[Stored data]
-------------------------

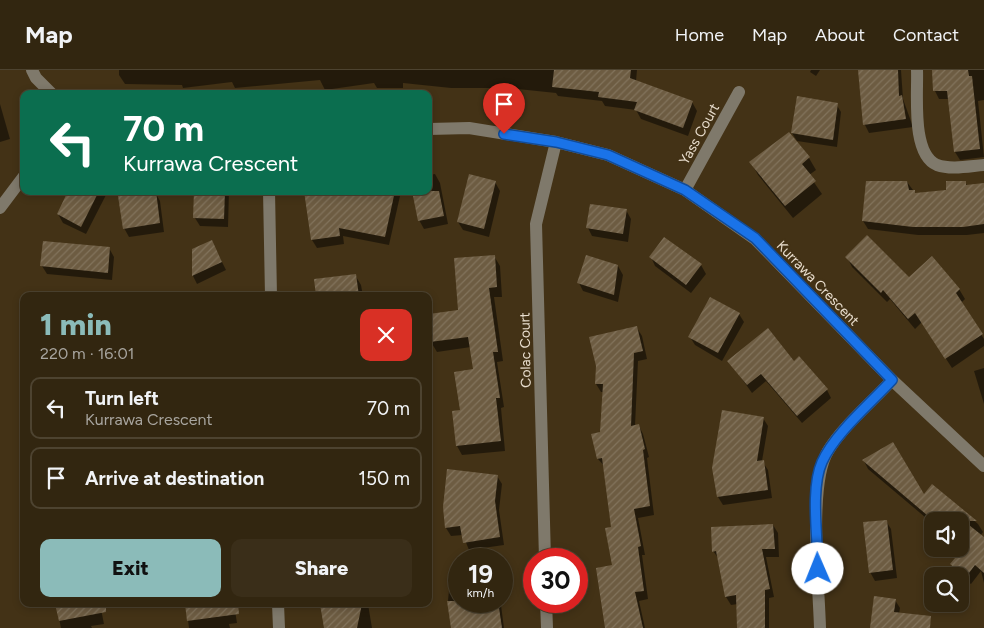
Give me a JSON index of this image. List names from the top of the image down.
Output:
{
  "streets": {
    "street": ["Yass Court", "Kurrawa Crescent", "Colac Court"]
  },
  "crossings": [
    ["Yass Court", "Kurrawa Crescent"],
    ["Kurrawa Crescent", "Colac Court"]
  ],
  "page": {
    "header": "Map",
    "nav": [
      "Home",
      "Map",
      "About",
      "Contact"
    ],
    "turn": ["70 m", "Kurrawa Crescent"],
    "heading": ["1 min", "220 m · 16:01"],
    "list": [
      {
        "name": "Turn left",
        "note": "Kurrawa Crescent",
        "value": "70 m"
      },
      {
        "name": "Arrive at destination",
        "value": "150 m"
      }
    ],
    "buttons": ["Exit", "Share"],
    "speed": "19 km/h",
    "limit": "30"
  }
}
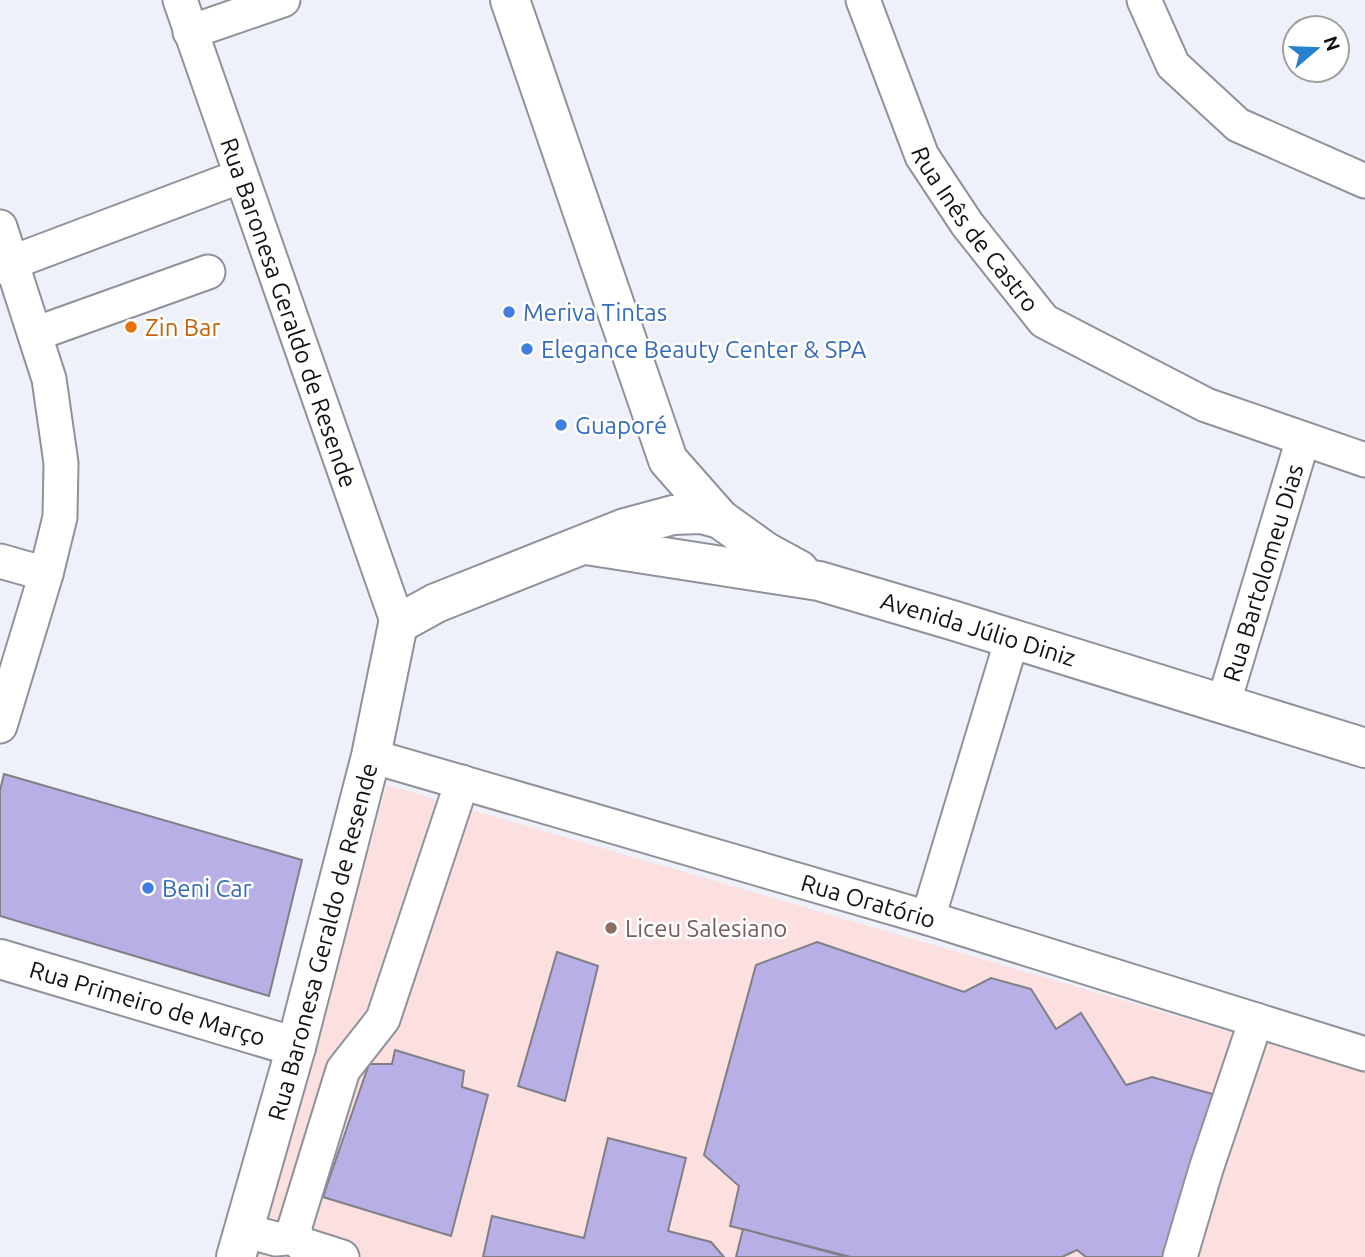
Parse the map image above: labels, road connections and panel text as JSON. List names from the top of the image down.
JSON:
{
  "streets": {
    "main road": ["Rua Baronesa Geraldo de Resende", "Avenida Júlio Diniz", "Rua Primeiro de Março"],
    "street": ["Rua Inês de Castro", "Rua Bartolomeu Dias", "Rua Oratório"]
  },
  "crossings": [
    ["Rua Inês de Castro", "Rua Bartolomeu Dias"],
    ["Rua Baronesa Geraldo de Resende", "Rua Oratório"],
    ["Rua Baronesa Geraldo de Resende", "Rua Primeiro de Março"],
    ["Rua Bartolomeu Dias", "Avenida Júlio Diniz"]
  ],
  "places": [
    "Meriva Tintas",
    "Zin Bar",
    "Elegance Beauty Center & SPA",
    "Guaporé",
    "Beni Car",
    "Liceu Salesiano"
  ],
  "north": "right"
}
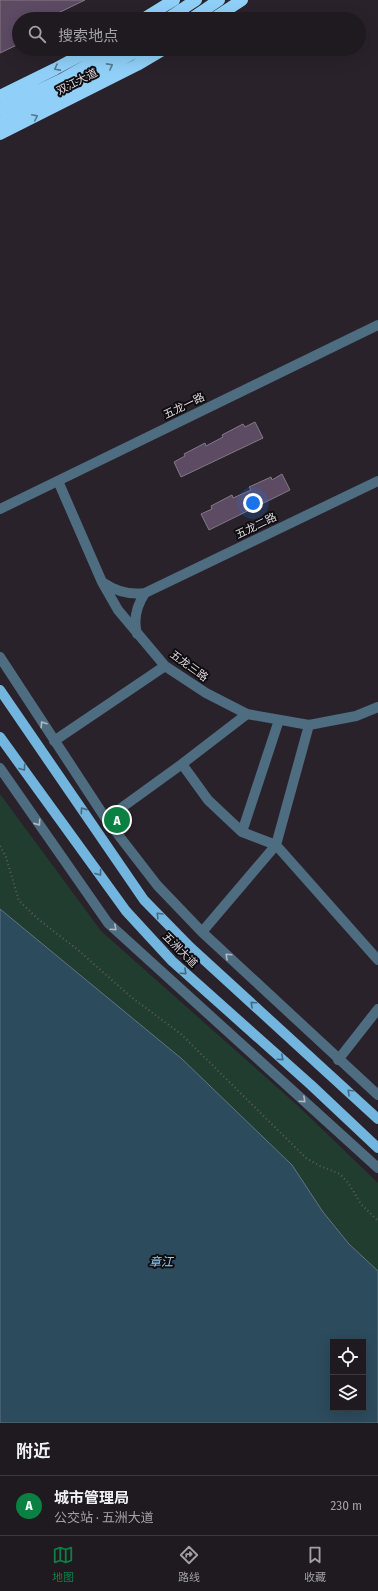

-------------------------

## What you should do
Transcribe every entry exactly, leaving out the pictures.

## Solution to this exercise
Give me a JSON index of this image. List names from the top of the image down.
Output:
{
  "streets": {
    "street": ["Yass Court", "Kurrawa Crescent", "Colac Court"]
  },
  "crossings": [
    ["Yass Court", "Kurrawa Crescent"],
    ["Kurrawa Crescent", "Colac Court"]
  ],
  "page": {
    "header": "Map",
    "nav": [
      "Home",
      "Map",
      "About",
      "Contact"
    ],
    "turn": ["70 m", "Kurrawa Crescent"],
    "heading": ["1 min", "220 m · 16:01"],
    "list": [
      {
        "name": "Turn left",
        "note": "Kurrawa Crescent",
        "value": "70 m"
      },
      {
        "name": "Arrive at destination",
        "value": "150 m"
      }
    ],
    "buttons": ["Exit", "Share"],
    "speed": "19 km/h",
    "limit": "30"
  }
}
Parse the map image above: labels, road connections and panel text as JSON. List names from the top of the image down.
JSON:
{
  "streets": {
    "main road": ["Rua Baronesa Geraldo de Resende", "Avenida Júlio Diniz", "Rua Primeiro de Março"],
    "street": ["Rua Inês de Castro", "Rua Bartolomeu Dias", "Rua Oratório"]
  },
  "crossings": [
    ["Rua Inês de Castro", "Rua Bartolomeu Dias"],
    ["Rua Baronesa Geraldo de Resende", "Rua Oratório"],
    ["Rua Baronesa Geraldo de Resende", "Rua Primeiro de Março"],
    ["Rua Bartolomeu Dias", "Avenida Júlio Diniz"]
  ],
  "places": [
    "Meriva Tintas",
    "Zin Bar",
    "Elegance Beauty Center & SPA",
    "Guaporé",
    "Beni Car",
    "Liceu Salesiano"
  ],
  "north": "right"
}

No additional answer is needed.